Segment Open

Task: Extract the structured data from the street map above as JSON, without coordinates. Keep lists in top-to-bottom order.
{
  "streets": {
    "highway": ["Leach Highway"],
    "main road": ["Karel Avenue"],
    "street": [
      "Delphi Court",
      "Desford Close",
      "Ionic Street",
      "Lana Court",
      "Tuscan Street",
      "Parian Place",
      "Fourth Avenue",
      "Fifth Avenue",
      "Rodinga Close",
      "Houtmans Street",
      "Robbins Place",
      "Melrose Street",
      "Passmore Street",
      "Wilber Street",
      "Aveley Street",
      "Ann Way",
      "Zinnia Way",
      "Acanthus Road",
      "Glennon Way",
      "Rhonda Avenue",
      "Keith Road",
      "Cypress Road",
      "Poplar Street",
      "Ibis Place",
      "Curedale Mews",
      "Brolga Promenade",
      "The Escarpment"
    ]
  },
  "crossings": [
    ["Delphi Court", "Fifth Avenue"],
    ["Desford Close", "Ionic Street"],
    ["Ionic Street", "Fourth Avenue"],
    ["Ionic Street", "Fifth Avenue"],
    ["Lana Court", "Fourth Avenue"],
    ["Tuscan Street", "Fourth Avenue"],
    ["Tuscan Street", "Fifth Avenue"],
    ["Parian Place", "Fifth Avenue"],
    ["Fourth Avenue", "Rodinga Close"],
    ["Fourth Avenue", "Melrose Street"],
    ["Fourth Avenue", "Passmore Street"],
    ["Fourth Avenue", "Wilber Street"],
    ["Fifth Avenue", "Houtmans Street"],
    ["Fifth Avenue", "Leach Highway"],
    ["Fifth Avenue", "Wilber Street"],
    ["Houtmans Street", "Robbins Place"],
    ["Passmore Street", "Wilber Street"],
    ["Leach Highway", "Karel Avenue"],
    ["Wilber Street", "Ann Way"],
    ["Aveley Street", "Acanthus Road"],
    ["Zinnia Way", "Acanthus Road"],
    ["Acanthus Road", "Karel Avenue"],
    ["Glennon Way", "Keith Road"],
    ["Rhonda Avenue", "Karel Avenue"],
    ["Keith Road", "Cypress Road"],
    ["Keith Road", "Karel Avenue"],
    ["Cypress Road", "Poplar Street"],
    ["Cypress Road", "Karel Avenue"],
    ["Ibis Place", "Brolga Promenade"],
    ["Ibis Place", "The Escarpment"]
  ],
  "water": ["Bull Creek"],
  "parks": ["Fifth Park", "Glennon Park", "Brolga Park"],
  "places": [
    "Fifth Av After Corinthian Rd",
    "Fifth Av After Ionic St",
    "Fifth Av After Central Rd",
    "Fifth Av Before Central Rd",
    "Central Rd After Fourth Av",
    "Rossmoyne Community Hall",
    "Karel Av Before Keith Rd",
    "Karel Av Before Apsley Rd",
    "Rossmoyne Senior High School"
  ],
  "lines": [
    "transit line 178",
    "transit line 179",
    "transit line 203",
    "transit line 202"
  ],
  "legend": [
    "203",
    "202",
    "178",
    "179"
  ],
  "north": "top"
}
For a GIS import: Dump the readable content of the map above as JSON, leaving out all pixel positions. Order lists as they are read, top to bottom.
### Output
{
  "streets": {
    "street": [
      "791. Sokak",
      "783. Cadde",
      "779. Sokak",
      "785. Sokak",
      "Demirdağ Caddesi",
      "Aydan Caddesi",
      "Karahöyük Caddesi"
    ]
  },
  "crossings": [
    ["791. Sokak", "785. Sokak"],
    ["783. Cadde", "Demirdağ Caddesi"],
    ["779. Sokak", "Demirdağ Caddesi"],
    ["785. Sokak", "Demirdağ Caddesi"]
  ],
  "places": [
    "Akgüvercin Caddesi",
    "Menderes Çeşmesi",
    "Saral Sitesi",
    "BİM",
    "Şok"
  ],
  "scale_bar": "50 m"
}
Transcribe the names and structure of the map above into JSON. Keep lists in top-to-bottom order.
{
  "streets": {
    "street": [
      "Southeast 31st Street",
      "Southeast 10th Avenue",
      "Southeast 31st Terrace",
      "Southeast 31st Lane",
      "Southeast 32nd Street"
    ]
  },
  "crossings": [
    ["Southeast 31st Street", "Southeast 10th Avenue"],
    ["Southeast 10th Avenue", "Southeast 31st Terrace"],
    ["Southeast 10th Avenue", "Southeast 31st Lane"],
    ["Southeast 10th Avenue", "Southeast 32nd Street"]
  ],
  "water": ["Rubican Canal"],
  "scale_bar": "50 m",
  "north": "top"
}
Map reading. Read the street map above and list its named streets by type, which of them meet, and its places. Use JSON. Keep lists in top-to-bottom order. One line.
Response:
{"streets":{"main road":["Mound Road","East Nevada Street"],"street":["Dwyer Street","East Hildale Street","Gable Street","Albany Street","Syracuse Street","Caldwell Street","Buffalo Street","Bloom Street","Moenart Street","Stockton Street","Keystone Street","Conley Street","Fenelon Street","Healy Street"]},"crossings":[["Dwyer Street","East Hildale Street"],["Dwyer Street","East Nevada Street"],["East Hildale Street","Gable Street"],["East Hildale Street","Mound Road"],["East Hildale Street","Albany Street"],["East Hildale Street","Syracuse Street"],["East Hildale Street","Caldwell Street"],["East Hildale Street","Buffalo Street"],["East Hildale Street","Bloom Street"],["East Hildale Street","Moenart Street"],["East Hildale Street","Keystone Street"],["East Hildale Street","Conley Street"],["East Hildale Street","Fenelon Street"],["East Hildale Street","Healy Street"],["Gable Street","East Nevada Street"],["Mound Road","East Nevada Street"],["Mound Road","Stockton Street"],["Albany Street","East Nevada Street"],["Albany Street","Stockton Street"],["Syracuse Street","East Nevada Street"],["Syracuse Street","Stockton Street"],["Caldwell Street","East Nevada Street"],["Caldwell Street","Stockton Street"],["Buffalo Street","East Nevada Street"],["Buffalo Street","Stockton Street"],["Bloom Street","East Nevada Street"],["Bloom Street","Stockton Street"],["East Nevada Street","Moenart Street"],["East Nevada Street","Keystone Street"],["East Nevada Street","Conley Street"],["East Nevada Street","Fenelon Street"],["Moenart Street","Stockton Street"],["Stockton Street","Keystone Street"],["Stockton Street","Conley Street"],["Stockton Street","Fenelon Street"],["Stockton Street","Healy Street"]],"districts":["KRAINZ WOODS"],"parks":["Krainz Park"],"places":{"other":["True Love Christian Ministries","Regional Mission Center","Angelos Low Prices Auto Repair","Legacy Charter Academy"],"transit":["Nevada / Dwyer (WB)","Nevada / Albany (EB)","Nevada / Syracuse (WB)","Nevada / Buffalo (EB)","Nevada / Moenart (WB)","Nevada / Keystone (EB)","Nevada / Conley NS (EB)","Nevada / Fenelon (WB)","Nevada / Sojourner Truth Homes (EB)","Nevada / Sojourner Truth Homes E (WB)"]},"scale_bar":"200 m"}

Segment Closed

Show each line of the material that includes the word "Lane".

      "Southeast 31st Lane",
    ["Southeast 10th Avenue", "Southeast 31st Lane"],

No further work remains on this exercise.